The way Randi told the Feynman/Geller story, Feynman originally planned to ask Geller to bend the spool while he held it. And Feynman was going to bring a heat treated/annealed stainless steel spoon that, basically, a gorilla would have trouble bending. Randi (correctly) told him that Geller would not fall for that and would play one of his usual deflection tricks (similar to the “try it underwater” move described above)
I imagine Feynman’s head probably was exploding from the “try it underwater” move – how could that possibly affect anything!? WTF!
jrkrideau says
Why is the Culinary Institute of America[cia] concerned with psychic powers?
I was thinking that too but I suspect it is the spoon–bending. It is fairly easy to bend a large metal spoon when working in a kitchen and they are not all that easy to bend back to the original shape.
An in-house spoon–bender who probably could also take dents out of metal bowls could be very useful.
sonofrojblake says
There’s a good deal of stuff in the literature of magic by, among others, Derren Brown and Penn & Teller, about how the tricks you do – the mechanisms, the sleights, even the effect – are (or should be) less important to you than how they make the audience feel. Magic’s lower levels are filled with people who don’t understand this, whose approach can be characterised as “here are some gadgets I bought from a shop and abracadabra I’m cleverer than you!”. The better ones consider how you perceive what they’re doing, and construct a mystery for your delight. Geller is a strange one – he has somehow parlayed the “I know something you don’t” nonsense into a successful career by pretending that it’s real, and by for decades convincing gullible TV execs to put him on. His entire schtick is based on shameless lies.

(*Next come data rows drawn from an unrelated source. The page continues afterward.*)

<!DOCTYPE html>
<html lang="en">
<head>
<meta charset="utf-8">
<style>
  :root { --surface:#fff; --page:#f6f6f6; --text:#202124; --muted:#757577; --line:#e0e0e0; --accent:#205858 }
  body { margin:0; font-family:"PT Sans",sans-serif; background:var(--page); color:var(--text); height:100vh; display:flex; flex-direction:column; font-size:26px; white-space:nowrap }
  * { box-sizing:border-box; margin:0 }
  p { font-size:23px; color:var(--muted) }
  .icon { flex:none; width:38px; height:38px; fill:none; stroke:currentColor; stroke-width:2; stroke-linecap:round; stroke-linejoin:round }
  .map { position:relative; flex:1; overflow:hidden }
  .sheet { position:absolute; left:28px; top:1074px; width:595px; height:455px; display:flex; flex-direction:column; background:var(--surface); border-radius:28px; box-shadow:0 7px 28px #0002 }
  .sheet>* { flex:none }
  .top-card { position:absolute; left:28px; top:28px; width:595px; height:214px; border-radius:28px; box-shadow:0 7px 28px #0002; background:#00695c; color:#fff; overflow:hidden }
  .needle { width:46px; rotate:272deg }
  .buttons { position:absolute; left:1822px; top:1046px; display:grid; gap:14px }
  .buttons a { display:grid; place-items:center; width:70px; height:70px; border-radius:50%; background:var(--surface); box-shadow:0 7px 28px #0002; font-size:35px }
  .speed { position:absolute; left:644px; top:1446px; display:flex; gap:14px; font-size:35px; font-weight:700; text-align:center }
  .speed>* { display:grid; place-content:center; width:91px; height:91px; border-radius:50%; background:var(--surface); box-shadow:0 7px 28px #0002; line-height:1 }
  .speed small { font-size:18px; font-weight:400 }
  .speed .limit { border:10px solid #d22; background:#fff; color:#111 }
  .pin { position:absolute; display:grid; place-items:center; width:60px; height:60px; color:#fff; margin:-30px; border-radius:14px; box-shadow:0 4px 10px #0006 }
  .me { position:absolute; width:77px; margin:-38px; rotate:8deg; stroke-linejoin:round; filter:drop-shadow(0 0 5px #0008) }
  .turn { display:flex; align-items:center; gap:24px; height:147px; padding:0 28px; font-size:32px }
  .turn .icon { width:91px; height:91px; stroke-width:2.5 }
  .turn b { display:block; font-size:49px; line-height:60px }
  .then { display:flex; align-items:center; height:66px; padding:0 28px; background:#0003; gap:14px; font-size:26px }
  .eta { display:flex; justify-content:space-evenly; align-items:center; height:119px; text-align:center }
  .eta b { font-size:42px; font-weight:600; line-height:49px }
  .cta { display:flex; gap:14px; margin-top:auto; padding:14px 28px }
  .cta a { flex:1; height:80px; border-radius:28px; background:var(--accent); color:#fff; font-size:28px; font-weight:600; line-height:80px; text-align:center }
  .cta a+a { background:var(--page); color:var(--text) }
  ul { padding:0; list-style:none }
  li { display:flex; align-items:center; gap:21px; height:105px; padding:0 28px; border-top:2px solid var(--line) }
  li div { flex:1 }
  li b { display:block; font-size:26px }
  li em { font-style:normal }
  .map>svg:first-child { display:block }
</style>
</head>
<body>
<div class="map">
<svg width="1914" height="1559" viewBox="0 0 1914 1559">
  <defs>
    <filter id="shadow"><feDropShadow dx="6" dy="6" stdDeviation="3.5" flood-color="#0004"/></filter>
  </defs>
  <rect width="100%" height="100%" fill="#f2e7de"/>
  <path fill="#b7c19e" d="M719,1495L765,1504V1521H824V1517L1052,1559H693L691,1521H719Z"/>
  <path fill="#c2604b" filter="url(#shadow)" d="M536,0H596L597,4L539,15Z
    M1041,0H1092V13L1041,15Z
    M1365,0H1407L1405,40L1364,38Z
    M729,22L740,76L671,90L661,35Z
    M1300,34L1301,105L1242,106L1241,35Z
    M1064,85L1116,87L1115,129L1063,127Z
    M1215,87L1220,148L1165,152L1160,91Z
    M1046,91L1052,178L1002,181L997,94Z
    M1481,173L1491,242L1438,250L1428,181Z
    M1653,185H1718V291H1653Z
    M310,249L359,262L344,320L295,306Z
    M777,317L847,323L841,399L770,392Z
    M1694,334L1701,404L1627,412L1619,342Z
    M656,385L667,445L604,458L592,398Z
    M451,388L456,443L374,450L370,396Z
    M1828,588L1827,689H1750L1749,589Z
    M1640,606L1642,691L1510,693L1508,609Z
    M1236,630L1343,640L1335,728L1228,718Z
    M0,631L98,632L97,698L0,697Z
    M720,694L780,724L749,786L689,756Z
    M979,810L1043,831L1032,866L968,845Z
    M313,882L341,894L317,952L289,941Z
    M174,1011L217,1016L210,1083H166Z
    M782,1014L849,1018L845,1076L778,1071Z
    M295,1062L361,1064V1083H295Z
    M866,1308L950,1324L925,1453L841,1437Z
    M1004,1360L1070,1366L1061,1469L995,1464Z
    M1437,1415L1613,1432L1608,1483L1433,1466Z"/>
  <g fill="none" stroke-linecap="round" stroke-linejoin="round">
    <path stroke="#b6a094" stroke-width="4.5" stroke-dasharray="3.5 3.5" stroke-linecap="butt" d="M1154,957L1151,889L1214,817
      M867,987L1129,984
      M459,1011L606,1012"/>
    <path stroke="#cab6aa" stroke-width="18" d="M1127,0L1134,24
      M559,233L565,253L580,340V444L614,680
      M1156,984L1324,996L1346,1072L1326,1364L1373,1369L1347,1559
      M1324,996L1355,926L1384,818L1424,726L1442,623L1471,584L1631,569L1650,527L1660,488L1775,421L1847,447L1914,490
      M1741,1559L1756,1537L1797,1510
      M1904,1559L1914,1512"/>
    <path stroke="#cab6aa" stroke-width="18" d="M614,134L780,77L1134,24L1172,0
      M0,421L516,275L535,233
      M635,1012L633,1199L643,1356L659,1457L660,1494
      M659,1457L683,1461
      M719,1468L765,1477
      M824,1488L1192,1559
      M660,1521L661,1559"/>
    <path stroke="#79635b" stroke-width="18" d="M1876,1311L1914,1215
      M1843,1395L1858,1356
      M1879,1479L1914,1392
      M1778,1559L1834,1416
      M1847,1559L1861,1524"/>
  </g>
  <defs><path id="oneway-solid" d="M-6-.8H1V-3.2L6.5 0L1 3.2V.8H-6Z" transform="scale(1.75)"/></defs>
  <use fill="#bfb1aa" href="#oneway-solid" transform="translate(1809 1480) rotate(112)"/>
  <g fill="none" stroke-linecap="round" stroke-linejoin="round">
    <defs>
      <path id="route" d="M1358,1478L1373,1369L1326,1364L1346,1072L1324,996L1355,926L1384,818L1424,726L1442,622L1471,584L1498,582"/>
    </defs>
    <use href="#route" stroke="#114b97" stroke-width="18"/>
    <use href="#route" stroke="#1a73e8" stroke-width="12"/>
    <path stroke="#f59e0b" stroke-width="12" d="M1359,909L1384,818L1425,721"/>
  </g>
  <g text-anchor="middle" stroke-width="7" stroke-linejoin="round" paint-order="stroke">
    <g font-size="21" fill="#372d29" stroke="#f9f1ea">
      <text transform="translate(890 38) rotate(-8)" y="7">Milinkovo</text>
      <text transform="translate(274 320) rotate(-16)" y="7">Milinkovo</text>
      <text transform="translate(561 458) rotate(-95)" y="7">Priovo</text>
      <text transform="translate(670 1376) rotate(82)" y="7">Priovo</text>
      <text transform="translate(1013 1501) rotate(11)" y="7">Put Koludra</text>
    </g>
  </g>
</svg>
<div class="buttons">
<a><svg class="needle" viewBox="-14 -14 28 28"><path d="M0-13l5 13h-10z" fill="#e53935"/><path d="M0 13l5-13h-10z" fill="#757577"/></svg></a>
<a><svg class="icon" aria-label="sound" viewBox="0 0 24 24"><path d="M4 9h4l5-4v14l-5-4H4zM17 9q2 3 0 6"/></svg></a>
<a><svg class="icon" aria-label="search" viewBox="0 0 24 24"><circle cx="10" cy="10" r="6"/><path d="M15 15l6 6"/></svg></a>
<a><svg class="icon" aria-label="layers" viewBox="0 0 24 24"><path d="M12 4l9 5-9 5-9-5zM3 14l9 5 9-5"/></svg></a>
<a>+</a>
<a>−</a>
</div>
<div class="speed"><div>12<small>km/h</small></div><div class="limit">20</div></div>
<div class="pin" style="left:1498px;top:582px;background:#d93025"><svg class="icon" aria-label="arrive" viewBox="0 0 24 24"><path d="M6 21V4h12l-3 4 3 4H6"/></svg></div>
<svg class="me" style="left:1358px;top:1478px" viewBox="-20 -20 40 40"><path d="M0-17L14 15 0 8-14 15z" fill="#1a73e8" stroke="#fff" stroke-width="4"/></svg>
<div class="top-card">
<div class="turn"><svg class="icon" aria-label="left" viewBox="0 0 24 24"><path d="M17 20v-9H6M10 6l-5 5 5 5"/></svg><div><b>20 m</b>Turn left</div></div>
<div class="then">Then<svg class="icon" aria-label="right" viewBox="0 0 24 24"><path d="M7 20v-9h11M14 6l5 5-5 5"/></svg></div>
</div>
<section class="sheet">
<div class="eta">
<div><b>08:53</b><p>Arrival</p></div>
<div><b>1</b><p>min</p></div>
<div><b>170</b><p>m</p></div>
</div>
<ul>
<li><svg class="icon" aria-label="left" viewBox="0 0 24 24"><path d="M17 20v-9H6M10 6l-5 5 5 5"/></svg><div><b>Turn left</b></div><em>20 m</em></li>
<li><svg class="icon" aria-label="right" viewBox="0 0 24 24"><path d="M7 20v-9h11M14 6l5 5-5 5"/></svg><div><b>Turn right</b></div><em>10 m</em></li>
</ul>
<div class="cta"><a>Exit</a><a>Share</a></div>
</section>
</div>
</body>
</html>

I’m surprised he’s not head of Homeland Security.
rustiguzzi says
“The public prefers bunk to debunk” is a claim I came across some years ago, but can’t rermember where. Whoever wrote it was right I reckon.
Delighted to find this piece, as I’d seen those recent uncritical articles in the Telegraph about Geller, and thought it odd that he should be surfacing again after all this time, having been thoroughly debunked some twenty years ago. I wondered about that spike in 2013 on your graph, but having checked Wikipedia, it turns out that there was a BBC documentary about him that year, “The Secret Life of Uri Geller – Psychic Spy?” which had passed me by.
I’m not sure that the Telegraph could rightly be numbered among the “low-end” of British newspapers; it’s certainly among the most expensive. Its science coverage does leave much to be desired, though.